Updated:ORANGE COUNTY, Fla. —
On Friday Channel 9's Kathi Belich asked Florida Gov. Rick Scott about
Thursday's indictment of Orlando-Orange County Expressway Authority Board member Scott Batterson by a grand jury.
Batterson is charged with one count of bribery and two counts of unlawful compensation
. All three are felony charges. He bonded out of the Seminole County Jail shortly after turning himself in Thursday evening.
Scott suspended Batterson shortly after the indictments were made public.
Belich asked Scott why he didn't demand Batterson's resignation.
Orange County Mayor Teresa Jacobs called for Batterson's removal from the board earlier this year because of his behavior during board meetings.
Now Batterson is accused of illegally using his position at the authority to benefit himself or someone else.
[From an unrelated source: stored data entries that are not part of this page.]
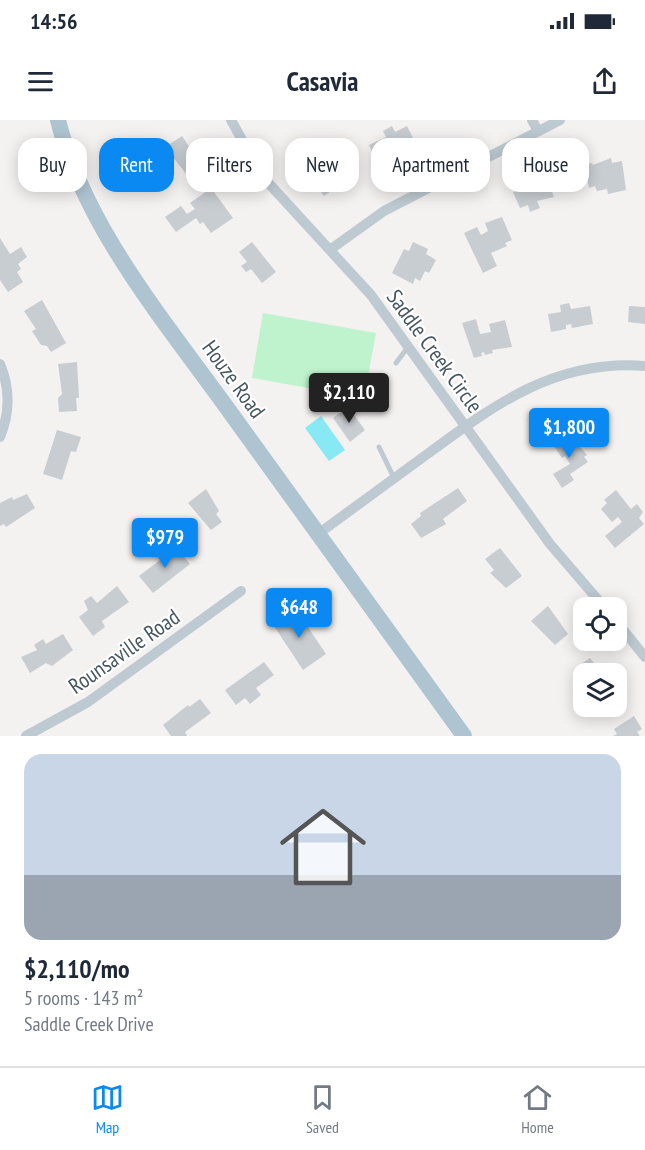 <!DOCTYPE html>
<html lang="en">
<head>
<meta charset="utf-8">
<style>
  :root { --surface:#fff; --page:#f2f2f3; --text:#1f2937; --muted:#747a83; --line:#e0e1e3; --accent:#0b89f3 }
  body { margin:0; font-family:"PT Sans Narrow",sans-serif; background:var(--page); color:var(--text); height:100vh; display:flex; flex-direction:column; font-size:22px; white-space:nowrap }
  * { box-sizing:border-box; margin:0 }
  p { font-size:20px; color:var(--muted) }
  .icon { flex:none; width:33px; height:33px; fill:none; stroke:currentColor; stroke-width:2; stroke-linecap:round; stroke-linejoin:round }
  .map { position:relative; height:616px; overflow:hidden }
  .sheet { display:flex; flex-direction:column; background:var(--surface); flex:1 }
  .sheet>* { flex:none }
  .guide { position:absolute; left:18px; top:18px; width:609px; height:54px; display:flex; gap:12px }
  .controls { position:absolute; left:573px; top:477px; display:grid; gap:12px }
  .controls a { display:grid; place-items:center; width:54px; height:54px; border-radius:12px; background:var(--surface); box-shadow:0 3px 15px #0003; font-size:30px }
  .price { position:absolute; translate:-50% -51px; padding:0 14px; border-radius:6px; background:var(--accent); color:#fff; font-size:20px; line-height:39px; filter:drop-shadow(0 2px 3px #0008) }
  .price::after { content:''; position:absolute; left:50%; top:36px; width:18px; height:14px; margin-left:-9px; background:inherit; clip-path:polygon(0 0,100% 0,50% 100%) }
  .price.selected { background:#222; color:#fff }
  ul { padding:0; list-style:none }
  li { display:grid; align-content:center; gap:12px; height:318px; padding:0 24px }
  li span { display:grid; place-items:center; height:186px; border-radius:18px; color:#555 }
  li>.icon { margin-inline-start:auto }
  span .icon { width:108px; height:108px; fill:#fffc; stroke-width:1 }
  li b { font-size:26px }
  .chip { padding:0 21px; border-radius:18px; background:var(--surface); box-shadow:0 3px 15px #0003; font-size:21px; line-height:54px }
  .chip.selected { background:var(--accent); color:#fff }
  .status { display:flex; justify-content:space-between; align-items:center; height:42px; padding:0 30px; background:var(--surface); direction:ltr }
  .status svg { height:16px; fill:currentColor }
  header { display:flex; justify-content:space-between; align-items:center; height:78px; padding:0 24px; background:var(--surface); font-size:27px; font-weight:700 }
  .menu { display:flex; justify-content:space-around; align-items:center; height:84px; border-top:2px solid var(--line); background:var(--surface); font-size:16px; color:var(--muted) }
  .menu a { display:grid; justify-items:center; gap:3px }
  .menu .selected { color:var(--accent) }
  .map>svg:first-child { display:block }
  .green { fill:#bef3cd }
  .water { fill:#88e8f3 }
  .building { fill:#c8cdd1 }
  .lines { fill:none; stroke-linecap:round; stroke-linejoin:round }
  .lane { stroke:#becad1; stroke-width:5 }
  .street { stroke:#becad1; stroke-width:10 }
  .primary { stroke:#afc4d1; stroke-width:16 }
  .labels { text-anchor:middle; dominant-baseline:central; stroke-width:4.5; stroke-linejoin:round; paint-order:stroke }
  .street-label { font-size:22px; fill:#475760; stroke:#fff }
</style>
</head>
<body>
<div class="status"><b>14:56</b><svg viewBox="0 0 49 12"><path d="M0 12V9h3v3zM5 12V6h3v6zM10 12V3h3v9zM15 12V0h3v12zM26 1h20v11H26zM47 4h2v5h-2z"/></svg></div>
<header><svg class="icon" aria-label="menu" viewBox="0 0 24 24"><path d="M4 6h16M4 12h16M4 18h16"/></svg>Casavia<svg class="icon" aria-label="share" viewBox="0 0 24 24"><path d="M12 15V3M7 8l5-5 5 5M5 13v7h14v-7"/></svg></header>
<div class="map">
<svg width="645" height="616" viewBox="0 0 645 616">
  <rect width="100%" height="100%" fill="#f4f1f1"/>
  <polygon class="green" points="263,193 376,213 364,278 252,258"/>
  <polygon class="water" points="321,296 345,330 329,341 305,308"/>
  <g class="building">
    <polygon points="392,6 395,12 407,6 415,22 377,41 369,25 386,17 383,11"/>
    <polygon points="182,16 201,45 187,55 165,27"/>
    <polygon points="611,38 612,43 622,41 626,70 608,74 607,69 597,71 595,66 589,68 584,45 592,43 593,45"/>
    <polygon points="346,44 356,58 344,66 342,63 324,76 309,56 323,45 333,59 336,57 333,53"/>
    <polygon points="547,58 554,77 537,81 540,88 530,92 528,85 520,88 513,72"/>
    <polygon points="211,68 233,98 211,113 203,102 200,104 196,98 176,112 165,97 181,86 187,94 195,89 190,83"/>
    <polygon points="502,97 512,120 505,123 507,126 491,133 497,146 483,153 464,113 477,107 481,115 488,111 485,103"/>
    <polygon points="0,118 10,134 21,127 27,137 18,144 21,149 17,152 23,162 8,172 0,160"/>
    <polygon points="252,122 276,152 262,163 251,149 246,152 241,146 247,142 239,132"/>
    <polygon points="413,122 428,129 426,134 436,140 429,153 425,151 420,161 415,158 413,164 392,153 404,129 409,131"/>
    <polygon points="42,180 66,223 51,232 47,226 41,225 32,211 36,209 24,191"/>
    <polygon points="569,183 571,189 590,186 593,204 572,208 571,204 566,205 566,209 551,212 548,194 561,192 560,185"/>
    <polygon points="629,186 645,187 645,204 628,202"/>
    <polygon points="476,199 480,214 491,212 489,204 505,200 512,227 492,230 493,233 485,235 484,232 481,233 482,236 474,238 462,203"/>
    <polygon points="77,242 79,278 76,278 77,291 59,292 58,278 62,274 58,244"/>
    <polygon points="348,287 365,310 350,322 333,298"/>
    <polygon points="57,310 81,317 76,332 71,331 62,360 43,354"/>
    <polygon points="568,313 587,335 584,337 588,342 570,354 574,360 562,368 553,354 570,344 565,336 562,338 552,323"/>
    <polygon points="458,368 467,381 443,399 446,404 421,418 411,404 421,396 420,393"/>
    <polygon points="206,369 219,391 216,394 222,402 211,410 188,383"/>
    <polygon points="616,370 631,389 637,384 643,392 639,398 644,404 615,428 605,416 622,402 618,397 612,402 601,389 607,383 604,380"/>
    <polygon points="27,374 35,388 6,407 4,404 0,406 0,383 12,377 13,380"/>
    <polygon points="173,423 190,444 153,473 139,456 164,437 160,433"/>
    <polygon points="500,428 522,456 506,468 490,453 494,450 485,439"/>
    <polygon points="117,466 129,482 102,501 105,507 93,516 79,497 88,490 84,481 91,476 97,483"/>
    <polygon points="548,486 568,514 555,525 531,501"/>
    <polygon points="295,488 326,534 303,550 272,503"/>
    <polygon points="63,514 73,530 52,546 46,543 30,553 21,537 37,530 34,525 43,519 46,524"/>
    <polygon points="590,538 603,554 584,554 584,560 575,548"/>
    <polygon points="264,542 274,555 256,568 261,575 250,584 245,578 236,585 225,570"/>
    <polygon points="200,579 211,593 185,612 187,616 171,616 163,605 188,585 189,587"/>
    <polygon points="634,596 642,609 637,612 640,616 613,616 617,614 614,609"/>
  </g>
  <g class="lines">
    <g class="lane">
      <polyline points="396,243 408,227"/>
      <polyline points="379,327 394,358"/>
    </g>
    <g class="street">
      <polyline points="231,0 262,56 371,175 550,424 605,488"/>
      <polyline points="532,0 538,11"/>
      <polyline points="331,129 384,91 560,0"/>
      <path d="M0,244c10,24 10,49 0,73"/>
      <path d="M318,414c36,-26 72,-53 108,-79 68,-50 129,-96 219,-89"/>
      <polyline points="616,501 645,537"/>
      <polyline points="26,616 88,582 241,471"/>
    </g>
    <path class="primary" d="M58,0c26,107 109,204 172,292 78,108 156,216 234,324"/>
  </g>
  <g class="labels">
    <g class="street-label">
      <text transform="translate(435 231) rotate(54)">Saddle Creek Circle</text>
      <text transform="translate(234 259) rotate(54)">Houze Road</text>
      <text transform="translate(124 531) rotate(-35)">Rounsaville Road</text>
    </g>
  </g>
</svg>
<div class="controls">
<a><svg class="icon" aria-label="locate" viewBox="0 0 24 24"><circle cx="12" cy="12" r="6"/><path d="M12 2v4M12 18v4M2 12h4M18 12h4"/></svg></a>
<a><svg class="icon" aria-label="layers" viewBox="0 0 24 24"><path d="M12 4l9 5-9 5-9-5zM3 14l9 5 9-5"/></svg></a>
</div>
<b class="price selected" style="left:349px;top:304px">$2,110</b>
<b class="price" style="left:569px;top:339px">$1,800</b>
<b class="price" style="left:165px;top:449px">$979</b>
<b class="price" style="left:299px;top:519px">$648</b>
<div class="guide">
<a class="chip">Buy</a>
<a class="chip selected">Rent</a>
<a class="chip">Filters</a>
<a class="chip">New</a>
<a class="chip">Apartment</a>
<a class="chip">House</a>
</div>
</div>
<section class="sheet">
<ul>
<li><span style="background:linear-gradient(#c9d6e8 65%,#9aa5b1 0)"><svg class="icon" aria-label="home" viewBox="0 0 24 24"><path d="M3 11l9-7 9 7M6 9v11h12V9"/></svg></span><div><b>$2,110/mo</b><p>5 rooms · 143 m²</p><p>Saddle Creek Drive</p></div></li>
</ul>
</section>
<nav class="menu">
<a class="selected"><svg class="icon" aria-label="map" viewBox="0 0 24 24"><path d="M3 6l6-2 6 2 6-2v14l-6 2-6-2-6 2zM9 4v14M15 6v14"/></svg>Map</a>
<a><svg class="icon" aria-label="saved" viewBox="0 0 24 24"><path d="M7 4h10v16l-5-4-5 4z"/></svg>Saved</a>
<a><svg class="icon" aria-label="home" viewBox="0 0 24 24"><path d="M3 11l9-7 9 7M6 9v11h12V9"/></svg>Home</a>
</nav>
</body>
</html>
Scott appointed Batterson to the Expressway Board three years ago.
"The indictment is disappointing. Public officials should be held to higher standards. I did the right thing," said Scott.
Batterson's appointment in 2011 was met with criticism over concerns about his possible business conflicts with the agency. Business conflicts are at the center of his indictment.
A source told Channel 9 that these types of charges could mean toll agency work was offered to a contractor with the caveat that the contractor hires specific subcontractors.
Batterson, whose term ends next year, was vice-chairman of the Expressway Board and was looking to become chairman.
He, along with board members Marco Pena and Noranne Downs, the Florida Department of Transportation district secretary, are still under investigation for a possible Florida Sunshine Law violation over allegations they might have secretly plotted last year to replace the Expressway Authority director with Florida Rep. Steve Precourt.
Scott can appoint someone to take Batterson's place on the board, but that might become a moot point, depending on what the Florida Legislature does next month.
State Sen. Davie Simons said the Florida House and Senate are close to compromise on a bill that would create a regional toll agency.
Scott, who is said to support the idea, wouldn't commit to the idea when asked by Belich on Friday.
"It hasn't gotten to my desk yet. When it gets to my desk I'll review it," Scott said.
If a regional toll agency is created those on the board who were appointed by Scott -- Batterson, Pena and board chairman Walter Ketcham -- would lose their seats.
The governor would select new appointees.